According to the Pittsburgh Tribune-Review, Governor Tom Wolf named the colleges to be awarded cannabis research permits on Monday, including the University of Pittsburgh School of Medicine, the Perelman School of Medicine at the University of Pennsylvania, and the Lewis Katz School of Medicine at Temple University, among other first-rate Pennsylvania institutions of higher learning.
“Today, medical research is so limited by the federal government that only a few doctors can even have access to medical marijuana,” Gov. Wolf said in a press conference announcing the decision. “Pennsylvania's premiere medical schools will be able to help shape the future of treatment for patients who are in desperate need not just here, but across the country.”

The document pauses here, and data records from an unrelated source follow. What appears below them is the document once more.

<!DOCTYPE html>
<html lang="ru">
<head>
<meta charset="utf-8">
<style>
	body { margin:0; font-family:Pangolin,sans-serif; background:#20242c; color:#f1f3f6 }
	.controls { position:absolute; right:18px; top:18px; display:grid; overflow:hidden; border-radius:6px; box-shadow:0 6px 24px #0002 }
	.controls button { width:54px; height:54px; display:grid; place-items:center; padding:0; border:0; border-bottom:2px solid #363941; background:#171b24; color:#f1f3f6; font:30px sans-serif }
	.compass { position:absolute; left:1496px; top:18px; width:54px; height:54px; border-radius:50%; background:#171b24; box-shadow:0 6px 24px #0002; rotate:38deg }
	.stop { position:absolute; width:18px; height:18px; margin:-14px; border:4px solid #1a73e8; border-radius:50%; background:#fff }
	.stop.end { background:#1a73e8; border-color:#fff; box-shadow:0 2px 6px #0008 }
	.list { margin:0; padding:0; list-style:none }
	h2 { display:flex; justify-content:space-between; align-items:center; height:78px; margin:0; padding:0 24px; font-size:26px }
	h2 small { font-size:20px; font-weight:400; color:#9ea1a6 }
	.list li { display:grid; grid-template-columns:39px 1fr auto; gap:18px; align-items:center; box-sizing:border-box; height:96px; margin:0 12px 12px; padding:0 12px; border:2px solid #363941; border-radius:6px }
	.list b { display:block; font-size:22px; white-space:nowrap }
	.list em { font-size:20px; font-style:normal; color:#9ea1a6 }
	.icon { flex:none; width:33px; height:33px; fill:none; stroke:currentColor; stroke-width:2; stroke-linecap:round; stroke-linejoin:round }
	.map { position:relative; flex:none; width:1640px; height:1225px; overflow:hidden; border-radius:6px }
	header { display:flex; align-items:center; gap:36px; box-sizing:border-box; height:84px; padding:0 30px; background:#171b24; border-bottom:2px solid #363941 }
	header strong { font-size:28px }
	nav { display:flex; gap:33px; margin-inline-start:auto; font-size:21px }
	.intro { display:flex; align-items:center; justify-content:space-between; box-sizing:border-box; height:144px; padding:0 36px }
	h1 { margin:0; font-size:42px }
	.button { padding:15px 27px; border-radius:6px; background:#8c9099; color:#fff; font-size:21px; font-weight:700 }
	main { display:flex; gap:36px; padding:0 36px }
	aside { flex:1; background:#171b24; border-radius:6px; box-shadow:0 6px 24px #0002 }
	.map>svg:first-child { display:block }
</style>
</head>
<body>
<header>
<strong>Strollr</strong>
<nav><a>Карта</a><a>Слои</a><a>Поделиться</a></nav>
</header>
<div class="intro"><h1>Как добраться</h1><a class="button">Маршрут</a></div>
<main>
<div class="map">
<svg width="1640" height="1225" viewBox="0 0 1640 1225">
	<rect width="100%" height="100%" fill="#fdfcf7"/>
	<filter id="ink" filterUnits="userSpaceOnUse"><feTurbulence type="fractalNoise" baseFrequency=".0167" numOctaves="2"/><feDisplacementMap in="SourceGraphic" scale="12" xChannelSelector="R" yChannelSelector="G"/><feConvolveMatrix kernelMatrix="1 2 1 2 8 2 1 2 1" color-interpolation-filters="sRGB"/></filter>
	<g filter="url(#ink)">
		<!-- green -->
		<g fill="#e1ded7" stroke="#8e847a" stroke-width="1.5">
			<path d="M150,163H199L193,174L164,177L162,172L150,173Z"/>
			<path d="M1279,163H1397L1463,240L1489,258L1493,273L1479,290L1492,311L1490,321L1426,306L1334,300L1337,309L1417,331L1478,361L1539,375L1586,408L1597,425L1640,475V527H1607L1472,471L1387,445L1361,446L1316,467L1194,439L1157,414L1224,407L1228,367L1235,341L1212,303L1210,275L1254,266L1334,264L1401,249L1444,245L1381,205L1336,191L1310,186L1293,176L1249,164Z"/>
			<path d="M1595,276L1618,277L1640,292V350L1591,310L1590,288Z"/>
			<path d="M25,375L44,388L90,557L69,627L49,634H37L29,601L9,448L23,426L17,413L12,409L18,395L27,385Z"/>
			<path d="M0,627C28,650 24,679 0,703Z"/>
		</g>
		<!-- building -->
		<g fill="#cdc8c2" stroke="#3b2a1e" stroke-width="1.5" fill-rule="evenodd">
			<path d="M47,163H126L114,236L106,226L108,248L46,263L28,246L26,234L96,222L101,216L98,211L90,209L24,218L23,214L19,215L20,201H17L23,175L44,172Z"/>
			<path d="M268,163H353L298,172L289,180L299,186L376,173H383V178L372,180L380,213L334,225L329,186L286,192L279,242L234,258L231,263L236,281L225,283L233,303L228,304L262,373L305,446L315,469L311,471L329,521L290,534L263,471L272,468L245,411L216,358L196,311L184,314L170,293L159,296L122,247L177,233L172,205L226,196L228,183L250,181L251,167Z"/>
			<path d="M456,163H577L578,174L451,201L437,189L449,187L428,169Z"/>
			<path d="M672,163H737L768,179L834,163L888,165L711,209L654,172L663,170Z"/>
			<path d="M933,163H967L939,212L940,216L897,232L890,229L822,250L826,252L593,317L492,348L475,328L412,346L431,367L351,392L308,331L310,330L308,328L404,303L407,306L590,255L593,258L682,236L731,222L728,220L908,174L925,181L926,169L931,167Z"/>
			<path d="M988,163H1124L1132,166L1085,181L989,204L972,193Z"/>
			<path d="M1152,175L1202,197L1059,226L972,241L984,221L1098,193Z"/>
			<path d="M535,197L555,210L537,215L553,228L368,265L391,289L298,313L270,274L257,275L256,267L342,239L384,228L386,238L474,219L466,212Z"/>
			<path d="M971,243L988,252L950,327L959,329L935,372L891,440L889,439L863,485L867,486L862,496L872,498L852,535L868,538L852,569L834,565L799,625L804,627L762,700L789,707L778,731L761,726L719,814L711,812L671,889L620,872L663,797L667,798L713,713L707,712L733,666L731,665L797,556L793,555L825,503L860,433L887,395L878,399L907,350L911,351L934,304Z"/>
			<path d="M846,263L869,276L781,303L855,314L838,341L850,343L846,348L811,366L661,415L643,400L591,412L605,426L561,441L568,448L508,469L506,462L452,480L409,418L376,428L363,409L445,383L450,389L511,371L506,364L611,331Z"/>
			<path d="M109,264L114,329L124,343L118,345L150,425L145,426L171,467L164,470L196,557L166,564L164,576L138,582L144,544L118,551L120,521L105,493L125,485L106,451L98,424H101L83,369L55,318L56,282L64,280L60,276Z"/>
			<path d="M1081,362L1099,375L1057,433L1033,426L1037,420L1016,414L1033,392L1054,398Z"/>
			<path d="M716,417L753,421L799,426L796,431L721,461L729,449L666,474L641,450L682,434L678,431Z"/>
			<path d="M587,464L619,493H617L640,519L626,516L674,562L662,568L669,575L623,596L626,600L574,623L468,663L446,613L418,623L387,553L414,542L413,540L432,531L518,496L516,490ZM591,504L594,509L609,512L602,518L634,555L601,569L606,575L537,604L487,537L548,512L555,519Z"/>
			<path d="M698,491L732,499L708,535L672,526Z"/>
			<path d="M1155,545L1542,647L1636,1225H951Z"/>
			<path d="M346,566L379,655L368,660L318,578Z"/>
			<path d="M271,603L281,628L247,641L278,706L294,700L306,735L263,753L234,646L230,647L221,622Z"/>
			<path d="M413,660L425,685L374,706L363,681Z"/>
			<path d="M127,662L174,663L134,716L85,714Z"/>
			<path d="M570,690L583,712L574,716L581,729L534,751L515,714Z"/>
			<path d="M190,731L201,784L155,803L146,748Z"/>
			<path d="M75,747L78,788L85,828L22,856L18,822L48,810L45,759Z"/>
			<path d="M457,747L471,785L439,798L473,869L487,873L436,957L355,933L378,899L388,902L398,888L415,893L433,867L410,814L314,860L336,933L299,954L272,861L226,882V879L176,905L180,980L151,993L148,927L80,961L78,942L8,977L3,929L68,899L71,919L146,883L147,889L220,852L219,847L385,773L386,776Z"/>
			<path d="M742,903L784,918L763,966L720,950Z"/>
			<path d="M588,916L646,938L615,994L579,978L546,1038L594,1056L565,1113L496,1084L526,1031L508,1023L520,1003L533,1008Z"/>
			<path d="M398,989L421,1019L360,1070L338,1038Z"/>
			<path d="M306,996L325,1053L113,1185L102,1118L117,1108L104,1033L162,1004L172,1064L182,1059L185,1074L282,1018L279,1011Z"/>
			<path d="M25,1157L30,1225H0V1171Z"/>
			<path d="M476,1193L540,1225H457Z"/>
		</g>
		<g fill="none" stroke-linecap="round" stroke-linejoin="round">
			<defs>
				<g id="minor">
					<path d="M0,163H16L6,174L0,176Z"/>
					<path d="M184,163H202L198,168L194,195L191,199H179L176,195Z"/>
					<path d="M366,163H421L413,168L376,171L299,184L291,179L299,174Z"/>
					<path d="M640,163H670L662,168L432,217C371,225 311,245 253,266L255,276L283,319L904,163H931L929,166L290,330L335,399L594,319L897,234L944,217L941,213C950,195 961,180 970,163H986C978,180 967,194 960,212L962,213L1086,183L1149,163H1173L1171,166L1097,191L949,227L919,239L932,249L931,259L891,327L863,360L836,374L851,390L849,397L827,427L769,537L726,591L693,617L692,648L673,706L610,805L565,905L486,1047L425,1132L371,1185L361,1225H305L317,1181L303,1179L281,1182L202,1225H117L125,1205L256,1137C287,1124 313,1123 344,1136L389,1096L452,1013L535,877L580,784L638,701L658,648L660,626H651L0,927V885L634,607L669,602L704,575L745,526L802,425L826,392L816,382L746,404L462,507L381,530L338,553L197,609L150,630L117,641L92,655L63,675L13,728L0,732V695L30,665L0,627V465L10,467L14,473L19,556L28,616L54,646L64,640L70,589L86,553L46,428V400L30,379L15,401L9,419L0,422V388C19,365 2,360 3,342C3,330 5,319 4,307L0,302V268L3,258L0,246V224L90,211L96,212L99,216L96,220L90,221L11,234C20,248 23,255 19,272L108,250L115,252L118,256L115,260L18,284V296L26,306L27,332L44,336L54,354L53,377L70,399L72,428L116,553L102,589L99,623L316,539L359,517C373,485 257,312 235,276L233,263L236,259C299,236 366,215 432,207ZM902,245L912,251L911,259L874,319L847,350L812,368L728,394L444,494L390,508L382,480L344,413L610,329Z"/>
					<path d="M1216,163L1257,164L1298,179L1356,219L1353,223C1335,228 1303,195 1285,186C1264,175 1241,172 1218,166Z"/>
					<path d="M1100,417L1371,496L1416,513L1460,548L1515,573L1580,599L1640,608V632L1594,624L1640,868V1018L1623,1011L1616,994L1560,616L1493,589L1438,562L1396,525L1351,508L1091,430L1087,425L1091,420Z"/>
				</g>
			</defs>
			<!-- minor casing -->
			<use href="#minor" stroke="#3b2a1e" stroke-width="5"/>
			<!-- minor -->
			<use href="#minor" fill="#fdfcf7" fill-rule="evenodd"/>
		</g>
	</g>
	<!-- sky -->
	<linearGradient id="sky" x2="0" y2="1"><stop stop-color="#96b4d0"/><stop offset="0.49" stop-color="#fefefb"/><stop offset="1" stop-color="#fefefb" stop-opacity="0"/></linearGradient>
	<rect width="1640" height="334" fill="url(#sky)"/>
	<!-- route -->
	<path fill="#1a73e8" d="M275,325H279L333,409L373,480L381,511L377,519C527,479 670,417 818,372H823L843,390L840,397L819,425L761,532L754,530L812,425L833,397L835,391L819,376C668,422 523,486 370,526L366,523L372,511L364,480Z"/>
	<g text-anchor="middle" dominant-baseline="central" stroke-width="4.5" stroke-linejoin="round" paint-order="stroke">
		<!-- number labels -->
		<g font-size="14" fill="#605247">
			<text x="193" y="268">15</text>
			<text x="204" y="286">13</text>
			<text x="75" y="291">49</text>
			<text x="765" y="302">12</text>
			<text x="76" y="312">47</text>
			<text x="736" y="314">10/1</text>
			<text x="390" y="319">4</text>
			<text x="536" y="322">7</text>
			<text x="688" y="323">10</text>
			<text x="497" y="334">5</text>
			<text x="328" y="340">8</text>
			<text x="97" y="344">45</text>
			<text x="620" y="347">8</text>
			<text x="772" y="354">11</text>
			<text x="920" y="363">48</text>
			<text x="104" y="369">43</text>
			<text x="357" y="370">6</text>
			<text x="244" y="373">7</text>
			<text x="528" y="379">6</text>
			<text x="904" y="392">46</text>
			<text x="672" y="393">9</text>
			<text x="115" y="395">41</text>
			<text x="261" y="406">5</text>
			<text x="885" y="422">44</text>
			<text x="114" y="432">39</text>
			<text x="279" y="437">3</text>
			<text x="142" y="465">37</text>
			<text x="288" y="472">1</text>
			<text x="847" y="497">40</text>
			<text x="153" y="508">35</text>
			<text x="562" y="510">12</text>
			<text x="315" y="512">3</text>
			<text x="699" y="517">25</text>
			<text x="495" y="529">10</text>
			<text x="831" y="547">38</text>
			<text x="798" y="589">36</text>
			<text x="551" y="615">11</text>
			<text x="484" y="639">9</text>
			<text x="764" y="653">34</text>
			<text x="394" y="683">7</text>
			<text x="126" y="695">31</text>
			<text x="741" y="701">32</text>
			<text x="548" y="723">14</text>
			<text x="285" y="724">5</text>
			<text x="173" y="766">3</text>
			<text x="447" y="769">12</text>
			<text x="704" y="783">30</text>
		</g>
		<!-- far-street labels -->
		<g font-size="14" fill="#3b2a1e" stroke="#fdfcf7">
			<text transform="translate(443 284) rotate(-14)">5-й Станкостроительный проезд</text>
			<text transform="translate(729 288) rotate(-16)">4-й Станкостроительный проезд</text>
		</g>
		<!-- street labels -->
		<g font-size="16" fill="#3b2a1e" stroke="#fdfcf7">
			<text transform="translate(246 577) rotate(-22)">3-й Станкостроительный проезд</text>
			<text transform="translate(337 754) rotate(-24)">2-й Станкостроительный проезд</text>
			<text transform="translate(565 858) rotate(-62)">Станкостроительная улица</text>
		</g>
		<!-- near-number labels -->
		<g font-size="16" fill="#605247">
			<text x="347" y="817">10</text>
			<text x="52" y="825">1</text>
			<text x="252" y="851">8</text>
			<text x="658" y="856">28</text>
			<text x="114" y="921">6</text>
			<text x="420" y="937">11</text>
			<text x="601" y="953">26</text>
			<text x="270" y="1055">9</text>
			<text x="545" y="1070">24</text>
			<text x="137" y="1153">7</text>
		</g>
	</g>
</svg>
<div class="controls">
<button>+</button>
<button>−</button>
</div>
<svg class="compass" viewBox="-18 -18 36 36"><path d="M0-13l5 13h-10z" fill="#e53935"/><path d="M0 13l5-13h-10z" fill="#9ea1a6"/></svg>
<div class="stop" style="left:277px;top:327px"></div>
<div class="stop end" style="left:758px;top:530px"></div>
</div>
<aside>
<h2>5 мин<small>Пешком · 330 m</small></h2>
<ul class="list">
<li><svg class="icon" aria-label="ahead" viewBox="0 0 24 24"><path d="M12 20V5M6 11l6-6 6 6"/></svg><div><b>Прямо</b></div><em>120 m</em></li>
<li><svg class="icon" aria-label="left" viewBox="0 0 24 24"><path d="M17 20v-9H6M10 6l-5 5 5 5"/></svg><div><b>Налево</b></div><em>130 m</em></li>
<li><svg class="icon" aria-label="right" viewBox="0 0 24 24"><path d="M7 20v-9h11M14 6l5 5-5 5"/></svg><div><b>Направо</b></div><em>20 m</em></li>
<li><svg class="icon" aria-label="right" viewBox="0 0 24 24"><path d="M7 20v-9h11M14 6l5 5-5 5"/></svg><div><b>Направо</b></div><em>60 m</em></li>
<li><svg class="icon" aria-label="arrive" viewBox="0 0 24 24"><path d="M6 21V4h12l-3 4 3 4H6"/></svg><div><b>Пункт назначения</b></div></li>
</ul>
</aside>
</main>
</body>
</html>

Because marijuana is still prohibited at the federal level in the United States, any attempt to research weed’s medicinal efficacy, long-term benefits, and even its dangers has been restricted by regulatory and drug enforcement agencies. For the few researchers that have been approved to legally investigate ganja, the poor quality of government-grown ditch weed — cultivated by farmers at the University of Mississippi — has prevented the finding of usable insights into the controversial plant.
Under Pennsylvania’s first-of-its-kind cannabis research program, each approved university will have their research funded and product provided by Pennsylvania’s licensed medical marijuana producers. Because the university studies will be tied directly to the state’s medical program, scientists will be working directly with the Keystone State’s certified medical marijuana patients and products.
Specific research initiatives do not yet have a start date, but state law requires approved universities to begin their cannabis studies within six months of initial licensing. Officials at the University of Pittsburgh School of Medicine are hopeful that the groundbreaking research initiative will lead to significant advances in marijuana science.
“It is important to note that Pennsylvania is the first and only state in the country to institute such a program, and we believe that the research that will be conducted by the School of Medicine in collaboration with [University of Pennsylvania Medical Center] will be of great importance in determining the safety, efficacy and effectiveness of medical cannabis products in treating specific diseases,” Pitt officials said in a statement Monday afternoon.
Joining Pitt, UPenn, and Temple’s medical schools, the Drexel University College of Medicine, Lake Erie College of Osteopathic Medicine, Penn State College of Medicine, Philadelphia College of Osteopathic Medicine and Sidney Kimmel Medical College at Thomas Jefferson University have also been approved to research medical cannabis.